Personal information
- Born: April 6, 1952 Greenville, South Carolina, U.S.
- Died: February 3, 2025 (aged 72)
- Listed height: 6 ft 9 in (2.06 m)
- Listed weight: 235 lb (107 kg)

Career information
- High school: Thomas Jefferson (Elizabeth, New Jersey)
- College: Notre Dame (1971–1974)
- NBA draft: 1974: 1st round, 4th overall pick
- Drafted by: Phoenix Suns
- Playing career: 1975–1980
- Position: Power forward / center
- Number: 34
- Coaching career: 1983–2010

Career history

Playing
- 1975–1976: Phoenix Suns
- 1976–1977: Buffalo Braves
- 1977–1979: Detroit Pistons
- 1979–1980: Houston Rockets
- 1980: San Antonio Spurs
- 1981: Seattle SuperSonics

Coaching
- 1983–1986: Grand Canyon
- 1988–1995: SMU
- 1995–1998: Toronto Raptors (assistant)
- 2003: Phoenix Mercury
- 2009–2010: Phoenix Suns (assistant)

Career highlights
- As player: NBA All-Rookie First Team (1976); Consensus first-team All-American (1974); As head coach: SWC regular season champion (1993);

Career NBA statistics
- Points: 3,920 (12.3 ppg)
- Rebounds: 2,388 (7.5 rpg)
- Assists: 574 (1.8 apg)
- Stats at NBA.com
- Stats at Basketball Reference

= John Shumate =

American basketball player and coach (1952–2025)

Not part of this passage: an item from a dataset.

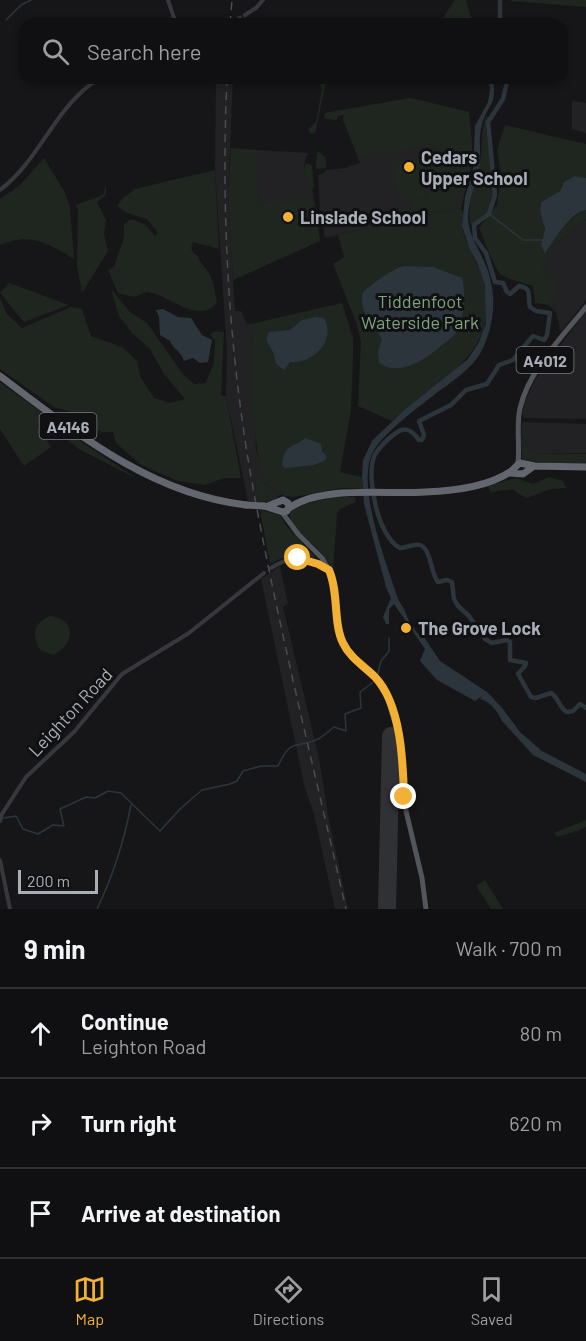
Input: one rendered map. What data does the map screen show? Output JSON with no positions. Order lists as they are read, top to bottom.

John Henry Shumate (April 6, 1952 – February 3, 2025) was an American professional and college basketball player and coach. Shumate played in the National Basketball Association (NBA) for the Phoenix Suns, Buffalo Braves, Detroit Pistons, Houston Rockets, San Antonio Spurs, and Seattle SuperSonics from 1975 to 1981. He was the fourth overall selection in the 1974 NBA draft. In addition to missing a full college season when he was 19 years old, Shumate's professional playing career was cut short by a blood clotting disorder that led him to miss over 2½ NBA seasons by age 28.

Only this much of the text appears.